Audit: Progress on IRS financial system improves

But work on the Integrated Financial System has a way to go, says Treasury's inspector general for tax administration.

Report: "The Integrated Financial System Project Team Needs to Resolve Transition Planning and Testing Issues to Increase the Chances of a Successful Deployment"

Good but not perfect could be an informal summary of how an inspector general views the Internal Revenue Service's progress on the agency's Integrated Financial System.

The project is one of a half-dozen active IRS Business Systems Modernization efforts, which have been plagued by significant cost overruns and delays.

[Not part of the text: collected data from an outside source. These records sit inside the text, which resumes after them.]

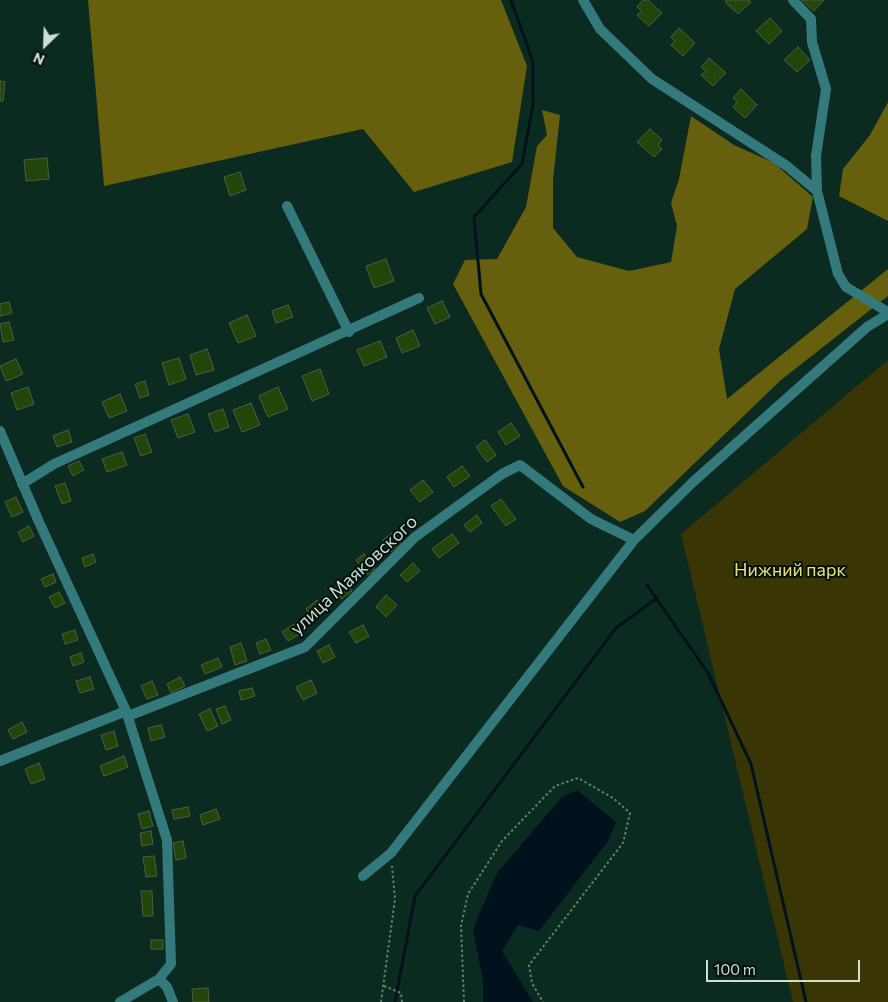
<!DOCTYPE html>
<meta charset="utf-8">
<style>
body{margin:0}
#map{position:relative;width:888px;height:1002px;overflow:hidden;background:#0b2b20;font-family:Commissioner,sans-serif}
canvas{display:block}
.north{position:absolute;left:20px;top:20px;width:50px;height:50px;-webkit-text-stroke:4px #05110c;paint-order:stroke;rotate:204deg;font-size:14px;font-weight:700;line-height:20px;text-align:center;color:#cdded6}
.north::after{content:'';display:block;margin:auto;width:18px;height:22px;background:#cdded6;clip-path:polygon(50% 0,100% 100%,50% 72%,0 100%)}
.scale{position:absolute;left:706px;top:960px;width:154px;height:22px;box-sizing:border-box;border:2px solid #cdded6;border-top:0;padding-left:6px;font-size:15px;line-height:18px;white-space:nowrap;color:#cdded6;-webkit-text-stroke:4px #05110c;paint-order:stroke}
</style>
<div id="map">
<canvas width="888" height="1002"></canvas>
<div class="north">N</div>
<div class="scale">100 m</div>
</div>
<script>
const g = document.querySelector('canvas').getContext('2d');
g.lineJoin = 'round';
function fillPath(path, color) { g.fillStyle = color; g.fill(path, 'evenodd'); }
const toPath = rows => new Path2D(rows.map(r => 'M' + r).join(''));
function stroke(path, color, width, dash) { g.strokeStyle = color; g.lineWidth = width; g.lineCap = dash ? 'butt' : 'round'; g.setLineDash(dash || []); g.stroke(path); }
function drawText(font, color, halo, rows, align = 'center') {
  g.font = font + ' Commissioner,sans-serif'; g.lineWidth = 4; g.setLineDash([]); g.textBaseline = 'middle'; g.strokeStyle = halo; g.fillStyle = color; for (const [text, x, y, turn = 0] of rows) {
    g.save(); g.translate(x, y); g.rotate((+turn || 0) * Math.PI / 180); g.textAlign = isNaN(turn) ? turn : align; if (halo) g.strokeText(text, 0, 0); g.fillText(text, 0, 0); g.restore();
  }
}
const green = toPath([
 [888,360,888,1002,793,1002,681,534]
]);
const forest = toPath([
 [88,0,501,0,527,66,512,162,414,192,363,129,104,186],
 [888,102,888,221,839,196,843,169,870,135],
 [542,110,560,115,553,180,553,228,577,257,629,271,671,262,677,226,671,203,679,179,691,116,734,145,774,163,813,197,807,229,735,289,719,349,727,399,888,269,888,296,781,380,645,511,620,522,563,486,453,284,465,260,497,259,526,207,537,146,547,135]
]);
const water = toPath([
 [577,790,616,822,608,841,539,931,518,925,502,951,533,1002,483,1002,483,981,473,929,497,873,561,798]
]);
const stream = toPath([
 [511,0,533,62,533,105,522,164,474,217,481,294,583,487],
 [647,585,708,673,751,764,806,1002],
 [395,1002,415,896,616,628,657,598]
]);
const building = toPath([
 [643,0,648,0,662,13,649,26,637,15,642,11,637,7,643,0],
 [727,0,749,0,751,2,738,14,725,2,727,0],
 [802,0,824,0,814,11,802,0],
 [770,18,782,31,769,44,756,31,770,18],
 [679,28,695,43,683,56,671,45,675,41,671,37,679,28],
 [798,47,810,60,797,72,784,60,798,47],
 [709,58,726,73,713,86,701,75,706,71,701,67,709,58],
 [0,81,5,82,3,101,0,101,0,81],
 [741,89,757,105,745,118,733,107,737,102,733,98,741,89],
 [650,129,662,140,658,145,662,149,654,157,637,142,650,129],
 [47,158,49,179,26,181,24,160,47,158],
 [240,172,246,190,230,196,224,177,240,172],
 [386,259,394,281,374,288,366,266,386,259],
 [442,301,450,317,435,324,427,308,442,301],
 [9,302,12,313,0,316,0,304,9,302],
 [288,305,293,317,276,323,272,311,288,305],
 [247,315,256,336,238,343,229,323,247,315],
 [9,322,14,340,3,342,0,324,9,322],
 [413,330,420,346,402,353,396,338,413,330],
 [380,341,387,357,364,366,357,350,380,341],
 [207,349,214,370,196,375,190,355,207,349],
 [179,358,186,379,169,385,162,363,179,358],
 [16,359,23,374,6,381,0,366,16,359],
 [320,369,329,394,312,401,302,376,320,369],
 [145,381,149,395,140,398,135,384,145,381],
 [28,387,34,404,17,410,11,393,28,387],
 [278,387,288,409,268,417,259,396,278,387],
 [120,394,127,411,109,418,102,402,120,394],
 [251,403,260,425,242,432,233,410,251,403],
 [223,409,229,427,215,432,208,414,223,409],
 [188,414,195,432,178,438,171,420,188,414],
 [511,423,520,436,506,445,498,432,511,423],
 [68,430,72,442,57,447,53,436,68,430],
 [145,434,152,452,141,456,134,438,145,434],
 [485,440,496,455,487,462,476,447,485,440],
 [122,452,127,465,107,472,102,459,122,452],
 [79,461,84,470,73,476,68,466,79,461],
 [462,466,470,476,454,487,447,477,462,466],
 [423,480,433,492,420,502,410,490,423,480],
 [65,483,71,501,62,504,55,486,65,483],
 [16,497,23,512,12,517,5,502,16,497],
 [501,499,516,519,506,526,491,506,501,499],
 [477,515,482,523,470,532,464,525,477,515],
 [29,526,34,536,23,542,18,532,29,526],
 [392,533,401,544,391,552,383,540,392,533],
 [452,534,459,543,439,558,432,549,452,534],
 [93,554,96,562,85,567,82,558,93,554],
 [364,554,375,569,368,575,356,560,364,554],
 [413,563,420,571,407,582,400,575,413,563],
 [53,574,56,582,45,587,41,579,53,574],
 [344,581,352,591,341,599,333,589,344,581],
 [59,592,65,603,55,608,49,597,59,592],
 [386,595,397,605,386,617,376,607,386,595],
 [317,600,325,610,314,619,306,609,317,600],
 [297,622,303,632,288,641,282,632,297,622],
 [363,625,369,636,356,643,349,632,363,625],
 [75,630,78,640,65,644,62,634,75,630],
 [266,639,271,650,260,654,256,643,266,639],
 [241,643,247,661,235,665,230,647,241,643],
 [329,645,335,657,323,663,317,651,329,645],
 [81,653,84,662,73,666,70,657,81,653],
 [218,658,222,667,205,674,201,665,218,658],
 [90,677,94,689,80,693,76,681,90,677],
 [180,677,185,686,171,693,167,684,180,677],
 [311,680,317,693,303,700,296,687,311,680],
 [152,681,158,695,147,699,141,686,152,681],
 [252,688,255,696,241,700,239,691,252,688],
 [225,706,231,720,222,724,216,709,225,706],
 [210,709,218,726,207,731,199,714,210,709],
 [22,722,27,732,13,739,8,730,22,722],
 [161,725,165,737,151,741,148,728,161,725],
 [114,731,118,746,106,750,101,735,114,731],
 [124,756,128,767,104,776,100,766,124,756],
 [39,763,45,779,31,784,25,769,39,763],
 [188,807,190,816,174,819,172,810,188,807],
 [216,809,220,819,203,825,200,815,216,809],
 [149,811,153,826,142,829,138,814,149,811],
 [151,831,153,844,142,846,140,833,151,831],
 [183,841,186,858,176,860,173,843,183,841],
 [154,856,157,876,146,877,143,857,154,856],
 [141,891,152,891,153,916,143,916,141,891],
 [151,940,163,940,163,949,151,949,151,940],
 [208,988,209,1002,193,1002,192,989,208,988]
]);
const path = toPath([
 [384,986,401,993,402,1002],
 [381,1002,395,899,392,866],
 [464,1002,461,926,468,894,502,841,555,786,578,778,613,798,630,813,623,843,529,965,532,983,543,1002]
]);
const minor = toPath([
 [583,0,600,29,652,79,787,166,817,191,838,274,846,287,888,312],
 [793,0,811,19,812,42,826,89,816,156,817,191],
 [287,206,349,332],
 [0,431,39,522,126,711,167,840,171,964,159,979,120,1002],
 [22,484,54,464,419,298],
 [128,716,305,647,415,537,502,474,520,465,591,519,634,540],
 [0,761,126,711],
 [363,876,391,853,634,540,694,481,867,327,888,314],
 [159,979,167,987,173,1002]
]);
const parkNames = [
 ["Нижний парк",790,570]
];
const streetNames = [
 ["улица Маяковского",354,575,-43]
];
fillPath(green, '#393505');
fillPath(forest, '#655f0e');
fillPath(water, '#00131d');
stroke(stream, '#00131d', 3);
fillPath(building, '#224509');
stroke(building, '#4d5e45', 1);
stroke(path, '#647d73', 2, [2.5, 2.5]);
stroke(minor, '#347a7c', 10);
drawText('18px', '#e9e17b', '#05110c', parkNames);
drawText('18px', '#cdded6', '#05110c', streetNames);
</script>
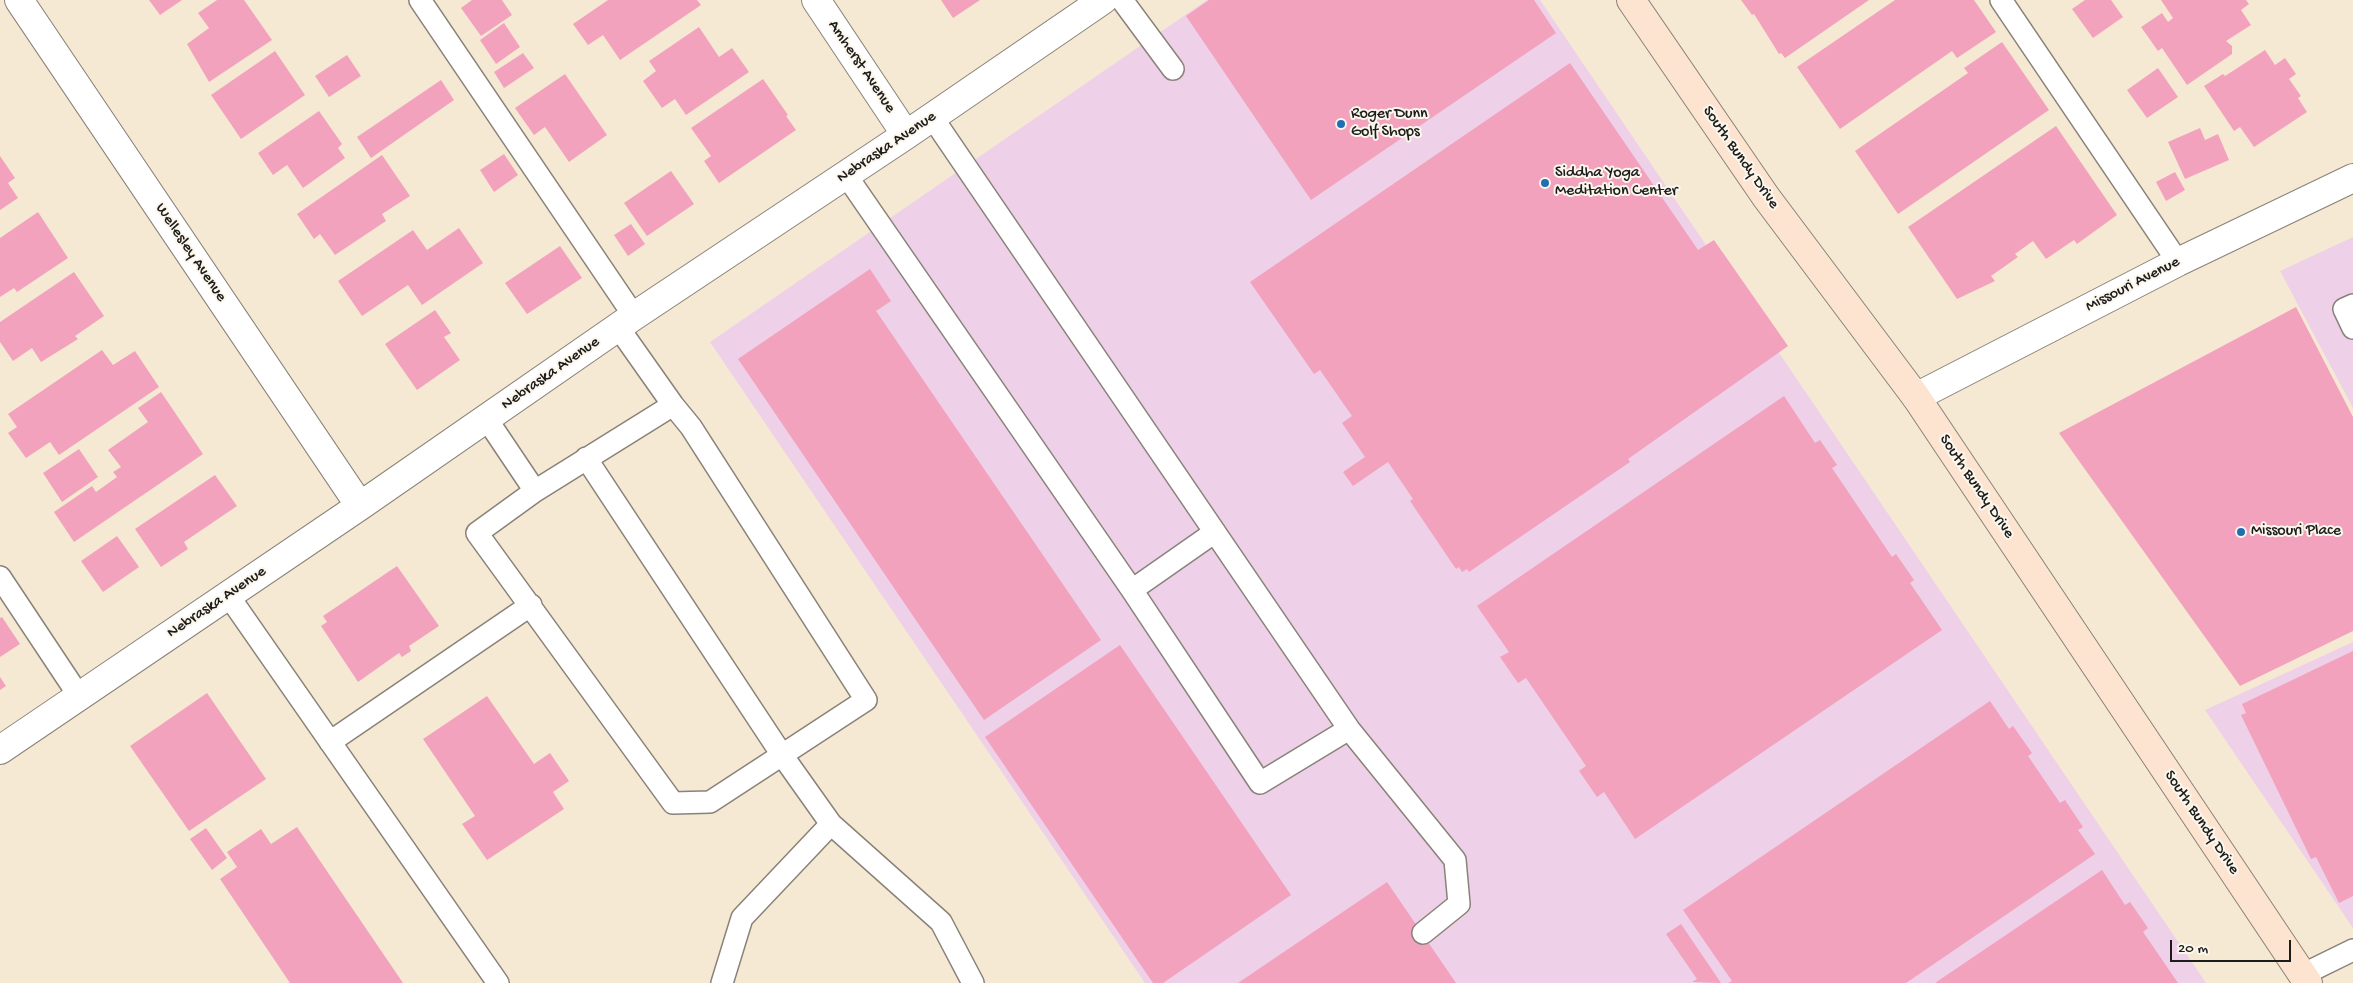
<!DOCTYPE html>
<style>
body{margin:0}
#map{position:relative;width:2353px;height:983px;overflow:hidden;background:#f6e9d4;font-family:"Gochi Hand",sans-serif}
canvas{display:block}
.scale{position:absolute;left:2170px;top:940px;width:121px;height:22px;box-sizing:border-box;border:2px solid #1c1c1c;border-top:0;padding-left:6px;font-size:15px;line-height:18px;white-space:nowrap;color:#1c1c1c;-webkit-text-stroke:4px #fbf7ec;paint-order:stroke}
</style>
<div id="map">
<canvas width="2353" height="983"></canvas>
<div class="scale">20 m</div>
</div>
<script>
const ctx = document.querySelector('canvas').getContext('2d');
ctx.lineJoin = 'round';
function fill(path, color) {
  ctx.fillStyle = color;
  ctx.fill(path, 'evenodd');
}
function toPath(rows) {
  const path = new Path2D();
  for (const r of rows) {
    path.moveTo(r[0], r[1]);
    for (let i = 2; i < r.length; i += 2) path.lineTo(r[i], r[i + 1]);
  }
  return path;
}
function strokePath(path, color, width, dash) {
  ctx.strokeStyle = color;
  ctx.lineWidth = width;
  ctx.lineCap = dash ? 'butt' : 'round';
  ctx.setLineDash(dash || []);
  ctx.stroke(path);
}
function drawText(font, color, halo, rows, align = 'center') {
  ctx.font = font + ' "Gochi Hand",sans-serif';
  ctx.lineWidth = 4;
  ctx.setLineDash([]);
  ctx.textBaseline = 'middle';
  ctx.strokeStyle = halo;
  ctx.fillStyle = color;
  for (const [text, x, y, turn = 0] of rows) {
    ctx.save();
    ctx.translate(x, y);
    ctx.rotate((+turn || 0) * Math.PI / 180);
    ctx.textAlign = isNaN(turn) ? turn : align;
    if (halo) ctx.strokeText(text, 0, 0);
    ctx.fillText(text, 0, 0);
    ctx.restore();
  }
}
const built = toPath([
 [1207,0,1540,0,2206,983,1145,983,710,342],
 [2353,237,2353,408,2280,271],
 [2353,642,2353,928,2205,710]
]);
const building = toPath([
 [149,0,182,0,160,15],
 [217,0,244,0,272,40,209,82,187,44,209,28,198,13],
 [472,0,502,0,512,15,481,36,461,8],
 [608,0,697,0,701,5,620,60,603,35,588,45,573,24],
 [941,0,980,0,953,18],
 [1209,0,1534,0,1556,33,1311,200,1186,16],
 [1741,0,1869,0,1785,58,1781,53,1779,54,1754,14,1752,15],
 [1895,0,1974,0,1996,32,1957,58,1952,51,1840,129,1797,67],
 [2085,0,2111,0,2123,17,2093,38,2072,9],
 [2161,0,2246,0,2249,4,2241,10,2251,25,2226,41,2232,46,2232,54,2187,85,2162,48,2158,51,2141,27,2162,13,2168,22,2173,18],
 [504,23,520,47,496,64,480,40],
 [699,27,719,57,732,48,749,72,686,115,675,99,662,108,643,81,656,71,649,61],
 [2002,42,2049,110,1898,214,1855,151,1968,73,1964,68],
 [2265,50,2275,65,2285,58,2296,74,2289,79,2301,96,2298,98,2307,112,2254,147,2240,127,2234,131,2204,86,2223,74,2225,76],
 [275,51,305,95,241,139,211,95],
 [523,53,534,68,504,88,494,72],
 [347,55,361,76,329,97,315,76],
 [1570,63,1698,250,1714,240,1788,346,1628,459,1630,462,1469,572,1467,569,1462,572,1459,567,1456,569,1410,501,1413,499,1388,462,1353,486,1343,472,1365,457,1342,423,1352,416,1320,370,1314,374,1250,282],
 [2158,68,2178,97,2147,118,2127,90],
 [565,74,607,135,569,162,545,127,534,135,515,108],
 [763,79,788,115,786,116,796,130,719,183,704,161,711,156,691,128],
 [441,80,454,100,371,158,357,137],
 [319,111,342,144,338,148,345,158,303,188,287,165,273,175,258,153],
 [2056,126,2117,215,2077,244,2074,240,2046,259,2033,241,2015,254,2018,257,1991,276,1995,281,1957,299,1908,227],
 [2200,128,2205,140,2218,134,2229,160,2185,179,2168,142],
 [504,154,518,175,494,192,480,170],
 [382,155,410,196,382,214,386,221,335,255,320,234,314,239,297,214],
 [0,156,15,178,8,183,18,198,0,210],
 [671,171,694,204,647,236,624,203],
 [2175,172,2185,190,2166,201,2156,182],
 [38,212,68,258,17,292,14,288,0,297,0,238],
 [631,224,645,244,628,256,614,235],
 [459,228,483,263,422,305,408,285,362,316,338,281,413,230,427,250],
 [560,246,582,278,527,314,505,283],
 [870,269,891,301,876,311,1101,640,984,720,738,359],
 [74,272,104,316,75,336,78,339,41,362,32,348,13,361,0,342,0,322],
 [2296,307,2353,417,2353,631,2240,686,2059,433],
 [435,310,451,333,444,337,460,360,417,390,385,344],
 [102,350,113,365,135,351,159,387,59,455,50,442,26,458,8,433,17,427,8,414],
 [161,392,203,454,74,542,54,512,92,486,96,492,117,477,113,472,121,467,108,450,148,422,138,408],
 [1784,396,1815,443,1820,440,1837,465,1832,468,1892,557,1896,554,1914,580,1910,583,1942,630,1635,839,1604,792,1597,797,1579,771,1586,766,1526,678,1518,683,1500,657,1509,652,1477,606],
 [79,449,98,477,62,502,43,473],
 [215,475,237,506,184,542,188,549,161,567,135,529],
 [117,536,139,567,103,592,81,561],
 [397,566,439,626,409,646,411,651,402,657,399,653,358,682,321,626,327,622,323,616],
 [2,617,20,644,0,657,0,618],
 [1120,645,1291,895,1163,983,1153,983,985,737],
 [2353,651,2353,896,2339,903,2316,857,2311,859,2241,715,2246,713,2242,704],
 [0,677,6,686,0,690],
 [207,693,266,779,189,831,130,746],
 [487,696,534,764,550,753,569,781,553,792,564,809,487,860,462,824,475,816,423,739],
 [1990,701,2009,729,2013,726,2032,753,2028,756,2060,803,2065,800,2083,827,2078,830,2095,854,1906,983,1728,983,1732,981,1683,910],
 [297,827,403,983,290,983,220,879,237,867,227,852,261,829,271,844],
 [206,828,227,858,212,870,190,839],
 [2102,870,2125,905,2130,902,2148,928,2143,932,2178,983,1935,983],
 [1387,882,1456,983,1238,983],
 [1681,924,1721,983,1692,982,1697,979,1666,934]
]);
const lane = toPath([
 [420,0,634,316],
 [1122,0,1173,69],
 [2001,0,2178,262],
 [932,117,1349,729,1455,860,1459,904,1423,933],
 [846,175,1132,590,1260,783,1349,729],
 [2353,305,2344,309,2353,328],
 [486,418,535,491,673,405,618,327],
 [586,458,782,755,866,700,691,427,673,405],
 [535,491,477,533,673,803,710,802,782,755,831,824,941,922,973,983],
 [0,577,79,696],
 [1132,590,1215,532],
 [228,595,498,983],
 [330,742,531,605],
 [2302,975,2353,950],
 [722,983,742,918,831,824]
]);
const street = toPath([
 [19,0,360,506],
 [816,0,906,135],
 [1916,397,2178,262,2353,178],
 [0,750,360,506,634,316,906,135,1103,0]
]);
const secondary = toPath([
 [1631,0,1766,197,1916,397,2308,983]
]);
const markers = [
 [1341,124,5,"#1f6fb2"],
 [1545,183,5,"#1f6fb2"],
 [2241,532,5,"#1f6fb2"]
];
const streetNames = [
 ["Amherst Avenue",861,67,56],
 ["Nebraska Avenue",887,148,-34],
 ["South Bundy Drive",1740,158,55],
 ["Wellesley Avenue",190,253,56],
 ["Missouri Avenue",2133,285,-27],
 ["Nebraska Avenue",551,374,-35],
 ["South Bundy Drive",1976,487,56],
 ["Nebraska Avenue",217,603,-34],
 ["South Bundy Drive",2201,823,56]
];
const poiNames = [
 ["Roger Dunn",1351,115],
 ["Golf Shops",1351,133],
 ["Siddha Yoga",1555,174],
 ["Meditation Center",1555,192],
 ["Missouri Place",2251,532]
];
fill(built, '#eed0e8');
fill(building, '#f2a2bd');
strokePath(lane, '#898278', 24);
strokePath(street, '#898278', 30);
strokePath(secondary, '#898278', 30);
strokePath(lane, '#fff', 21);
strokePath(street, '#fff', 28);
strokePath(secondary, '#fde4d1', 28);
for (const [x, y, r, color] of markers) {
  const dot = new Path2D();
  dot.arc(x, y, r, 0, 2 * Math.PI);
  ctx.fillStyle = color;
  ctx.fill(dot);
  strokePath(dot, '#fbf7ec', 2);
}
drawText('16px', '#1c1c1c', '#fbf7ec', streetNames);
drawText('16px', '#1c1c1c', '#fbf7ec', poiNames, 'left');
</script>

The IFS, an accounting system that will upgrade the processes used to generate the tax agency's annual statements, is $50 million over its original budget estimate and 13 months behind schedule.

However, IFS was the first modernization project to complete a transition management plan, and significant integration testing is now under way. The plan and testing reduce the risk that officials would be unable to operate the system, according to the audit released Aug. 19 by the Treasury Department's inspector general for tax administration

Members of the inspector general's office conducted most of their fieldwork investigation in February, about one month after the IRS and its lead Prime Alliance contractor, Computer Sciences Corp., delayed the project again.

At the time, auditors offered eight recommendations. The agency has begun or completed seven, according to the report. Agency officials rejected a suggestion to include "trusted recovery" in the security test and evaluation plan. They also rejected a proposal to extend "object reuse" testing to all computer platforms.